WHO COLLABORATING CENTRE ON AIDS

CENTRE COLLABORATEUR O.M.S. SUR LE SIDA

INSTITUT DE MÉDECINE ET D’ÉPIDÉMIOLOGIE AFRICAINES ET TROPICALES

(FONDATION Léon MBA)

 

RÉDIGÉ PAR :

Anne Coppel, Lydia Braggiotti, Isabelle de Vincenzi, Sylvie Besson, Rosemary Ancelle, Jean-Baptiste Brunet

 

1. PRESENTATION DU PROJET

1.1. Les objectifs de la recherche-action

Le projet a pour objectif général l’évaluation des besoins de santé des femmes prostituées à Paris. Il fait suite à la rencontre de femmes avec plusieurs équipes, Centre Collaborateur OMS sur le SIDA, Agence Française de Lutte contre le SIDA (AFLS), acteurs de terrain lors d’une journée d’information sur la prévention MST et SIDA organisée à la demande de femmes prostituées le 28 novembre 1989 à l’Eglise st Merri. Chacun des partenaires qui s’y sont engagés, partageait au départ une analyse commune : pour être efcace, la lutte contre les MST doit être intégrée aux pratiques prostitutionnelles.

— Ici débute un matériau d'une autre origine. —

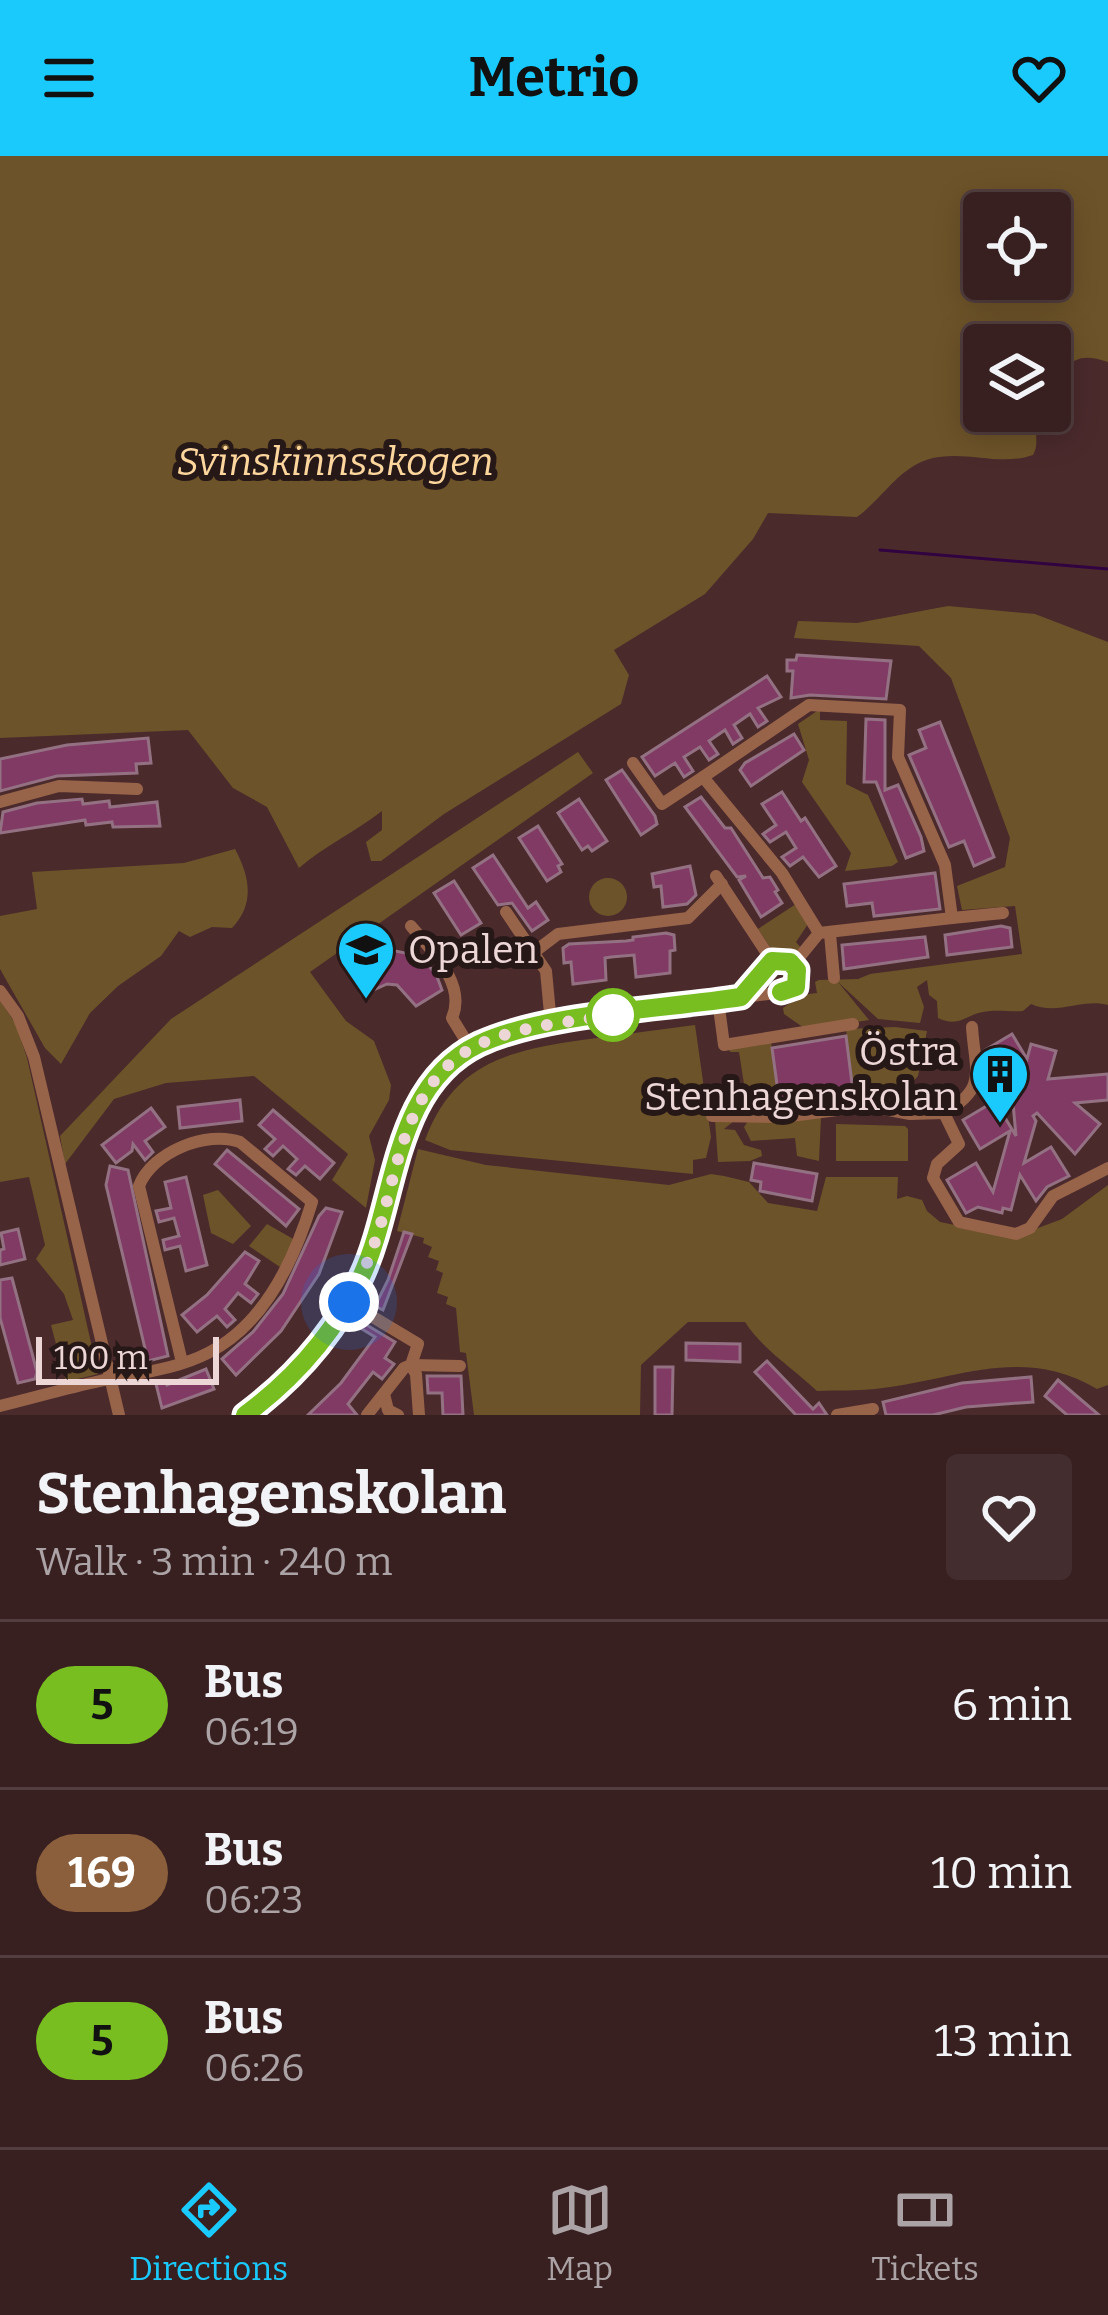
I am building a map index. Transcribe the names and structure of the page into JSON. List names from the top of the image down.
{
  "parks": ["Svinskinnsskogen"],
  "places": {
    "school or university": ["Opalen"],
    "building": ["Östra Stenhagenskolan"]
  },
  "lines": ["bus line 5"],
  "scale_bar": "100 m",
  "page": {
    "header": "Metrio",
    "scale": "100 m",
    "heading": ["Stenhagenskolan", "Walk · 3 min · 240 m"],
    "list": [
      {
        "mark": "5",
        "name": "Bus",
        "note": "06:19",
        "value": "6 min"
      },
      {
        "mark": "169",
        "name": "Bus",
        "note": "06:23",
        "value": "10 min"
      },
      {
        "mark": "5",
        "name": "Bus",
        "note": "06:26",
        "value": "13 min"
      }
    ],
    "tabs": ["Directions", "Map", "Tickets"]
  }
}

Le projet s’est donc défini, dès le départ comme une recherche-action : il fallait évaluer le niveau actuel de cette intégration en le situant dans son contexte, connaître l’état de santé des femmes prostituées et identifier les problèmes qu’elles rencontrent dans l’accès aux soins. En même temps, pour mettre en oeuvre de nouvelles actions de prévention, il fallait s’appuyer sur les prostituées elles-mêmes et rompre leur isolement. Le projet devait concrétiser cette démarche, ou, tout au moins, l’expérimenter.

Demander à une prostituée si elle utilise le préservatif avec ses clients, si elle consomme des drogues, si elle est malade, si elle se soigne, si elle est contaminée par le virus du SIDA, relève de la gageure. Chacune de ces questions peut être vécue comme une menace ou une agression. La prostitution est à la fois un commerce (elle a une image de marque à protéger) et une pratique non-reconnue, entourée d’activités illégales qui doivent être tenues secrètes. Les questions apparemment les plus anodines, peuvent être ressenties comme redoutables ou douloureuses. L’affiliation à la sécurité sociale par exemple, renvoie directement à la situation familiale, au mari ou concubin (qui peut être inculpé de proxénétisme) et aux enfants (parfois en nourrice ou menacés de placement). Le silence sur certains sujets est donc fonctionnel. Il peut être aussi culturel, comme tout ce qui touche à la pratique professionnelle et à la relation au client.

L’enquêteur peut toujours prétendre qu’il ne cherche ni à juger ni à nuire, et le professionnel de santé publique qu’il agit pour le bien d’autrui. La bonne volonté ne peut suffire. Il faut des garanties efectives.

Conçu à l’initiative de Lydia Braggiotti avec la participation active et continue de femmes prostituées, le projet et chacun de ses objectifs ont été ainsi négociés à l’aune de leur utilité et dans la mesure où ils répondaient aux préoccupations de ces femmes.

Quatre objectifs ont finalement été retenus:

a) Identifier les problèmes et les demandes en matière de santé de la population prostituée féminine de rue.

b) Décrire les principales caractéristiques et les évolutions de cette population tout au moins celles qui peuvent être liées à leur santé.

c) Identifier les services médicaux et sociaux auxquels elles ont recours pour les problèmes de santé.

d) Evaluer la pertinence et l’acceptabilité d’actions de prévention destinées aux femmes prostituées et à leurs clients.